Suddenly, a colleague of yours is asking: Why do we have this
httpSecurity.csrf((csrf) -> csrf.disable());
here??? We need to be protected against everything, including CSRF, right?
(This is from Spring but you may see something similar with other frameworks.)
You start scratching your head trying to remember what CSRF actually is... Or you know immediately because you've read this post :)
Imagine two people, Alice and Eve, working with their computers, sitting next to each other. Eve is evil, trying to attack Alice, but to not show it, she will never look at Alice's keyboard or display. Instead, while Alice goes for a tea, Eve will plug her own keyboard in Alice's USB port.
When Alice comes back and unlocks her machine, Eve can type something evil that will be executed in Alice's name, like "send money to this account" or "drop the database". Of course, Eve has to guess the moment to type when Alice puts focus on the right window...
The attack works because Alice's machine can't tell that it is not Alice, but somebody else typing.
CSRF means Cross-Site Request Forgery; instead of keyboards connected to the same computer we have HTTP requests sent from the same browser.
One of the requests is a legitimate login to a web application, e.g. internet banking, resulting in a session cookie being stored by the browser. Another one is a request from a malicious website that looks exactly the same as a legitimate request to send money.
The session cookie is added to the request automatically by the browser, so the request is authenticated and will be executed by the server!
How to prevent CSRF? We have to make sure that the sensitive requests cannot be guessed (excluding the automated cookie appended by the browser). So we need something dynamic, random, added to the request explicitly.
The CSRF protection in Spring (or another framework) checks an additional non-cookie parameter in the HTTP request.
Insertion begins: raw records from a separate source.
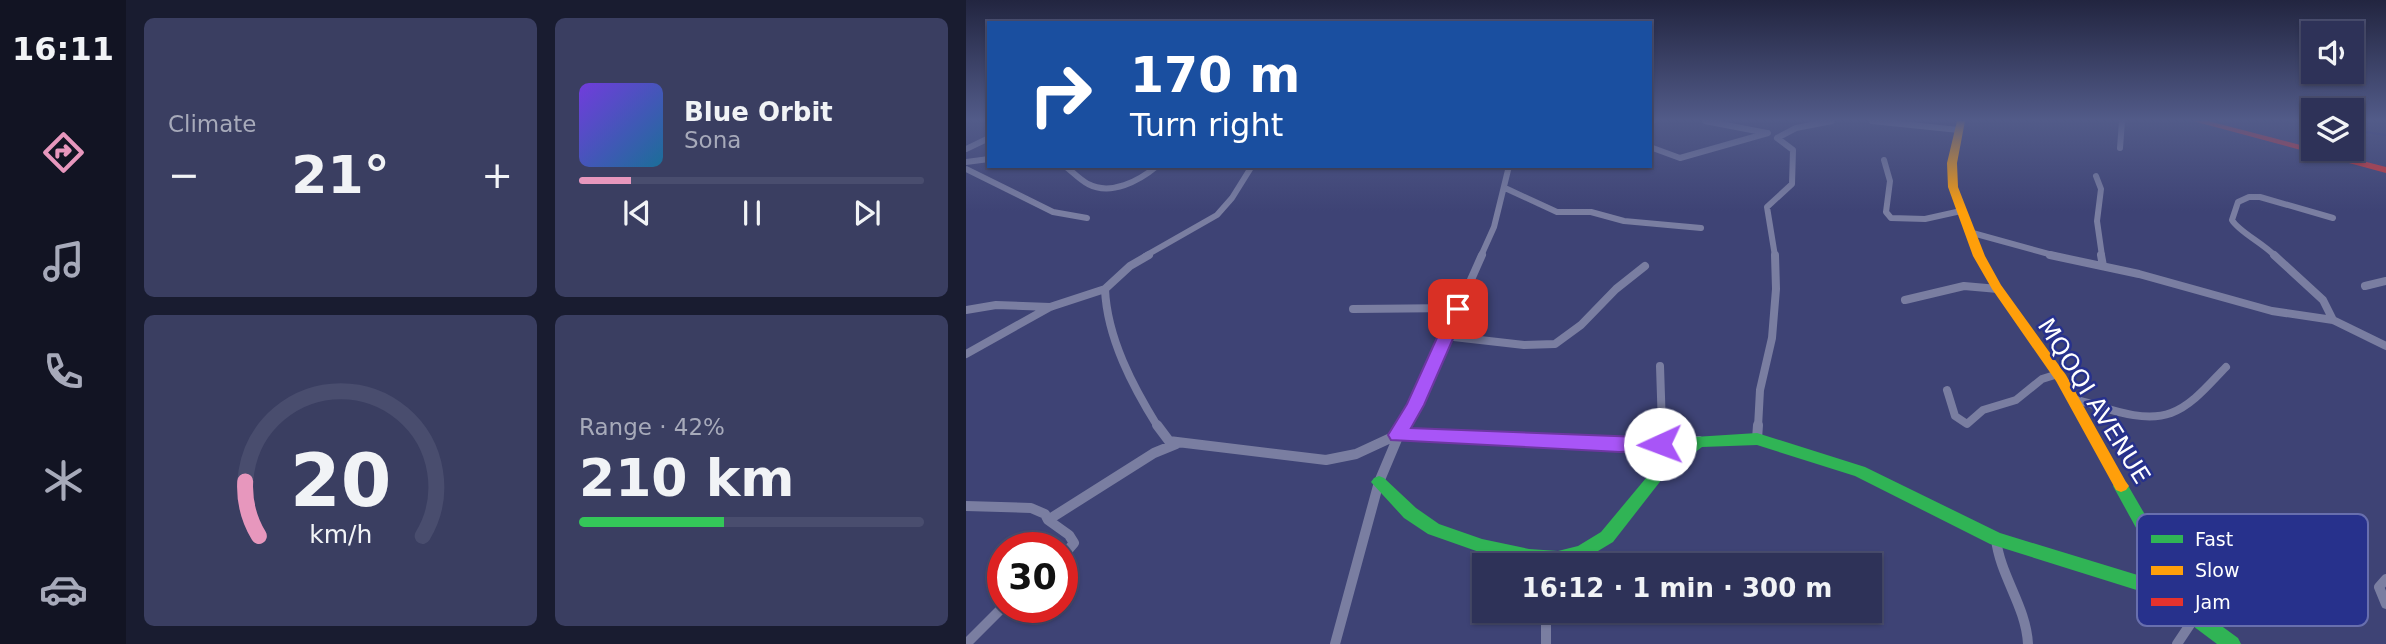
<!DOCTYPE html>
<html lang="en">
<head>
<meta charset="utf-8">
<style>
	body { margin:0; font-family:"DejaVu Sans",sans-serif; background:#3a3e61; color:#f1f3f6; height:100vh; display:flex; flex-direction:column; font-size:26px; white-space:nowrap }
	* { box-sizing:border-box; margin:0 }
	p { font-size:23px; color:#a7aaba }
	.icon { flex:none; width:38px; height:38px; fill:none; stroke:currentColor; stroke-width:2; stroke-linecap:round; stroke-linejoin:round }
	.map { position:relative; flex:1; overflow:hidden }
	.details { display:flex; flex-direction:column; gap:18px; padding:18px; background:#191c30; width:840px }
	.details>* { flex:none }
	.guide { position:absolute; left:21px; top:21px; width:665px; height:147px; border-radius:0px; box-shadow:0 2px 5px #0004,0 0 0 2px #494d6e; background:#1a4fa0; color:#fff; overflow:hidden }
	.buttons { position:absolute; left:1335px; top:21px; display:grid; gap:14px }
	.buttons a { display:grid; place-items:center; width:63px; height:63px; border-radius:0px; background:#2e3258; box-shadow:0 2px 5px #0004,0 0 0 2px #494d6e; font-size:35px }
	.speed { position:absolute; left:21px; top:532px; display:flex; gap:14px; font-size:35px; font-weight:700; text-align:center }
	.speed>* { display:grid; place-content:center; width:91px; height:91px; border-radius:50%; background:#2e3258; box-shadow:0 2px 5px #0004,0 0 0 2px #494d6e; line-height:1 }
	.speed .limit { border:10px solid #d22; background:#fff; color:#111 }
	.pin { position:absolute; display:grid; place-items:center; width:60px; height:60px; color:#fff; margin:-30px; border-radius:14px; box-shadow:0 4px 10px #0006 }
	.me { position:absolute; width:77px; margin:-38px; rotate:268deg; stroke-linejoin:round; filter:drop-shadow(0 0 5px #0008) }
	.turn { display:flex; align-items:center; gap:24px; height:147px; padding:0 28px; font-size:32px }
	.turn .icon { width:91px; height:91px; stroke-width:2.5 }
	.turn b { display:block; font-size:49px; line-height:60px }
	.big { font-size:52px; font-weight:700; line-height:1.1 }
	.details .widget { flex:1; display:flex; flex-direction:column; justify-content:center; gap:10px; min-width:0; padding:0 24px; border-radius:10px; background:#3a3e61 }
	.details .dial { align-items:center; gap:0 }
	.dial svg { height:182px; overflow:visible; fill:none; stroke:#494d6e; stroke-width:7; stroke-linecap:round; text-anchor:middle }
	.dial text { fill:#f1f3f6; stroke:none }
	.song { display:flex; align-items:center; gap:21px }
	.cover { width:84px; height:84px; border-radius:10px; background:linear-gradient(135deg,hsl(260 70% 55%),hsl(200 70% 35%)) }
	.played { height:7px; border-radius:4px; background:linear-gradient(90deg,#e797bd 15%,#494d6e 15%) }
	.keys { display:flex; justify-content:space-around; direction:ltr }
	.heat { display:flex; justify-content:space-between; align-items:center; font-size:38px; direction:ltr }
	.charge { height:10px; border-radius:5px; background:linear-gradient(90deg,#34c759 42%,#494d6e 0) }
	.details .tiles { flex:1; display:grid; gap:18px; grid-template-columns:repeat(2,1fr) }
	.trip { position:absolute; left:506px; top:553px; width:410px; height:70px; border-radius:0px; background:#2e3258; box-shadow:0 2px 5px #0004,0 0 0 2px #494d6e; font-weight:700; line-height:70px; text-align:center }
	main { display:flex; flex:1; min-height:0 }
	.dock { display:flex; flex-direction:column; width:126px; justify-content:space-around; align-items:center; background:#121423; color:#a7aaba }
	.dock .icon { width:49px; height:49px }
	.dock .on { color:#e797bd }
	.dock b { font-size:32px; color:#f1f3f6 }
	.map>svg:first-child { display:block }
</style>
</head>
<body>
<main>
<nav class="dock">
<b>16:11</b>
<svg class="icon on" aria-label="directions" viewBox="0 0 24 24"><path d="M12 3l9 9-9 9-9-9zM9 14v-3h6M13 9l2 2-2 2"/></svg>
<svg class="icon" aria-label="music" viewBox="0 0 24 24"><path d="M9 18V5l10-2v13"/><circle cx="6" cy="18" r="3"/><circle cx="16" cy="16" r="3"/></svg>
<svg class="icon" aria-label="phone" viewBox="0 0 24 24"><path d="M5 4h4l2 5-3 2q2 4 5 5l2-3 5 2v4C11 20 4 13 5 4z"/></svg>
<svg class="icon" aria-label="climate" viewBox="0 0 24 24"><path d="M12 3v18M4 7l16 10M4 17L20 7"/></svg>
<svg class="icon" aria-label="car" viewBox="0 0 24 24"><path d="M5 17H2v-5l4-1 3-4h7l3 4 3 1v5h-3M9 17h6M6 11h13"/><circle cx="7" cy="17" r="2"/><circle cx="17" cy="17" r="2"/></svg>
</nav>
<section class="details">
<div class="tiles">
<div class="widget"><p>Climate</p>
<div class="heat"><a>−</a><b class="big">21°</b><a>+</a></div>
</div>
<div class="widget">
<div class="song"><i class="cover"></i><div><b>Blue Orbit</b><p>Sona</p></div></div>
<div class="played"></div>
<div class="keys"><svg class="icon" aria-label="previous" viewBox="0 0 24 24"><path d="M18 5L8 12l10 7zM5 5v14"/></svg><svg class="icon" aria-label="pause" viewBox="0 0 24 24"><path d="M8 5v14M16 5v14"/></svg><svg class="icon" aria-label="next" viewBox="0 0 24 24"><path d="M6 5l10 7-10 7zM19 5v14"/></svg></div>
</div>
<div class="widget dial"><svg viewBox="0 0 100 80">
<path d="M14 69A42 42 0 1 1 86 69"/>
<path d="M14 69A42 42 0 0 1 8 45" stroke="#e797bd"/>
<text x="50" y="56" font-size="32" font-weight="700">20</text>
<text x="50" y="72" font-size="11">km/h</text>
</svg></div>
<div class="widget"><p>Range · 42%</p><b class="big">210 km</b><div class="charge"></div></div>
</div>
</section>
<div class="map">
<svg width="1420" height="644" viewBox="0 0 1420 644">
	<rect width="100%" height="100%" fill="#3e4375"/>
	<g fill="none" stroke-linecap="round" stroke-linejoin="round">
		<path stroke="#343b7e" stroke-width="2" d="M 1323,121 L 1348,125
			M 1386,130 L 1420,135"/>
		<path stroke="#7a7ea1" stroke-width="6" d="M 739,121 L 801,133
			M 906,121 L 993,130
			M 684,122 L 687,121
			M 684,147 L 714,158 L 802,133
			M 1154,148 L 1156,121
			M 0,149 L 23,138
			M 918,160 L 924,181 L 920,212 L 925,218 L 959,219 L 995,211
			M 0,162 L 23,159
			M 99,166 C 107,172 113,179 122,184 C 145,196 173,181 191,166
			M 0,169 L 87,212 L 121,218
			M 1130,176 L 1135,189 L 1131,221 L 1136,256
			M 539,188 L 591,212 L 625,212 L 658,221 L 735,228
			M 1003,232 L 1090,256
			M 179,256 L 251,215 L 266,198 L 286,166
			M 515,256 L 528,227 L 543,166
			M 809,256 L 801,207 L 826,184 L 827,150 L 811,138 L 830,128 L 866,121
			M 1309,256 C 1297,243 1273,232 1266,220 L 1272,202 L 1283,197 L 1294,197 L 1367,218"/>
		<path stroke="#7a7ea1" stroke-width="8" d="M 183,255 L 164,266 L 139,289 C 141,338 167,387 192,427
			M 1084,255 L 1173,274 L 1306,311 L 1367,320 L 1420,346
			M 1135,255 L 1137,266
			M 1308,255 L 1357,300 L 1367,320
			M 1399,286 L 1420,281
			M 939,300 L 998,286 L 1032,289
			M 387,309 L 492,308
			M 0,310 L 30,305 L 84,307
			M 479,336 L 558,345 L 589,344 L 615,325 L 650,289 L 679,266
			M 0,354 L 84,307 L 139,289
			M 694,366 L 696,427
			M 981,390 L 989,416 L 1001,424 L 1017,410 L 1050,400 L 1076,379 L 1092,374
			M 1107,399 C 1136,406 1175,424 1205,413 C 1227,405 1244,383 1260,367
			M 436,427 L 449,406 L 516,255
			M 792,427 L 794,390 L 806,338 L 810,289 L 809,255"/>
		<path stroke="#7a7ea1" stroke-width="10" d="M 191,425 L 203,441 L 360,460 L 390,454 L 431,435 L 654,445 L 733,441
			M 791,439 L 792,425
			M 694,444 L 696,425
			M 0,506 L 65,508 L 79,514 L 82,520
			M 1030,539 C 1034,576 1060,606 1062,644
			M 96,557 L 108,543 L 103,535 L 82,520 L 188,453 L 210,444
			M 1420,579 L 1413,587 L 1420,604
			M 580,611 L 580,644
			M 0,644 L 37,607
			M 369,644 L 413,482 L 437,425
			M 1211,644 L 1229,617"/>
		<path fill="#30b455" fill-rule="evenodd" d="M 791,433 L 899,467 L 1034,533 L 1201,584 L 1147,486 L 1150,482 L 1155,480 L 1160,482 L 1235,611 L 1272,638 L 1275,644 L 1251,644 L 1223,623 L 1212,603 L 1024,544 L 889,476 L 791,445 L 736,447 L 700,474 L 647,542 L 622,557 L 592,565 L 563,563 L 516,553 L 462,534 L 438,518 L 405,482 L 408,478 L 413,476 L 418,478 L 450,508 L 473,524 L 516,539 L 563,549 L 592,551 L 612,546 L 635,532 L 690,466 L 728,437 Z"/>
		<path fill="#ff9f0a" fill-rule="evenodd" d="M 991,121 L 999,121 L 991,163 L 992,187 L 1019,256 L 1035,285 L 1100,375 L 1160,482 L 1163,486 L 1160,490 L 1155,492 L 1150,490 L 1090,381 L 1026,289 L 1007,256 L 982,187 L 981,163 Z"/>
		<path fill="#e5322d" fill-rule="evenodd" d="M 1227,121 L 1242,121 L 1420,167 L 1420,173 Z"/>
	</g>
	<linearGradient id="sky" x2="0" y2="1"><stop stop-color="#222540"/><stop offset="0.57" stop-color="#525b89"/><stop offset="1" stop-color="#525b89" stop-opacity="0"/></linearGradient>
	<rect width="1420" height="211" fill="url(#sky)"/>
	<path fill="#a855f7" stroke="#6d37a1" stroke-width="2" d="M 492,303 L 500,309 L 458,405 L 445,428 L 700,438 L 703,444 L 700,449 L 654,452 L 425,440 L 422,435 L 441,404 L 484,309 Z"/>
	<g text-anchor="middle" stroke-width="5" stroke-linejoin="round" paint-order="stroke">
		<g font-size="24" fill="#fff" stroke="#27318c">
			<text transform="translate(1128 401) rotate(58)" y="8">MQOQI AVENUE</text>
		</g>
	</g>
	<rect x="1171" y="514" width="231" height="112" rx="10" fill="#27318c" stroke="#686fae" stroke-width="2"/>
	<rect x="1185" y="535" width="32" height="8" fill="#30b455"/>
	<rect x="1185" y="566" width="32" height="9" fill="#ff9f0a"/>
	<rect x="1185" y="598" width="32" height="8" fill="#e5322d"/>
	<g font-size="19" fill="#fff">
		<text x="1229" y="546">Fast</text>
		<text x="1229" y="577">Slow</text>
		<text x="1229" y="609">Jam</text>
	</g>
</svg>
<div class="buttons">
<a><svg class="icon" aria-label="sound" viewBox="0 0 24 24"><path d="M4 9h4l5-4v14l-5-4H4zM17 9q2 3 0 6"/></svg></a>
<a><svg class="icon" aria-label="layers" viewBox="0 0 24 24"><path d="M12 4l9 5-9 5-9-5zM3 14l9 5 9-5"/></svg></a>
</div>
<div class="speed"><div class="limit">30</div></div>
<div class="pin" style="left:492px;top:309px;background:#d93025"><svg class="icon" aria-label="arrive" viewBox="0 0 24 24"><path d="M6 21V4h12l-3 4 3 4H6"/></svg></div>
<svg class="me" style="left:694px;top:444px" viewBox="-20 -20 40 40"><circle r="19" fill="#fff"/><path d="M0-13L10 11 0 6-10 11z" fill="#a855f7"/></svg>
<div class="trip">16:12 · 1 min · 300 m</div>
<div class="guide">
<div class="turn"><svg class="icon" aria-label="right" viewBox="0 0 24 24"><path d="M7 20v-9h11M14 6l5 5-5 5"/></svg><div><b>170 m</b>Turn right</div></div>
</div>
</div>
</main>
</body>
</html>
Luckily, well-designed REST APIs usually don't rely on session cookies, they are stateless. That includes authentication where the preferred method is Open ID Connect (OAuth). An authentication token (in the JWT format) is sent in the "Authorization" header with every request. You can learn more about securing REST APIs in our book (see love2integrate.com).
So, you can reassure your colleague that with stateless APIs that don't use cookie authentication it is OK to have the CSRF protection turned off.
See also:
BTW, why did we say that Eve was constrained not to look at Alice's screen? Well, CSRF is a write-only attack. Reading responses is blocked thanks to the "same-origin policy", a protection that browsers implemented a long time ago: Same-origin policy.
However, with complex JavaScript frontend frameworks and content delivery networks it may be necessary to relax the same-origin policy. For that we need to know another web security setting, CORS (Cross-Origin Resource Sharing). If you are interested, I can write about that another time.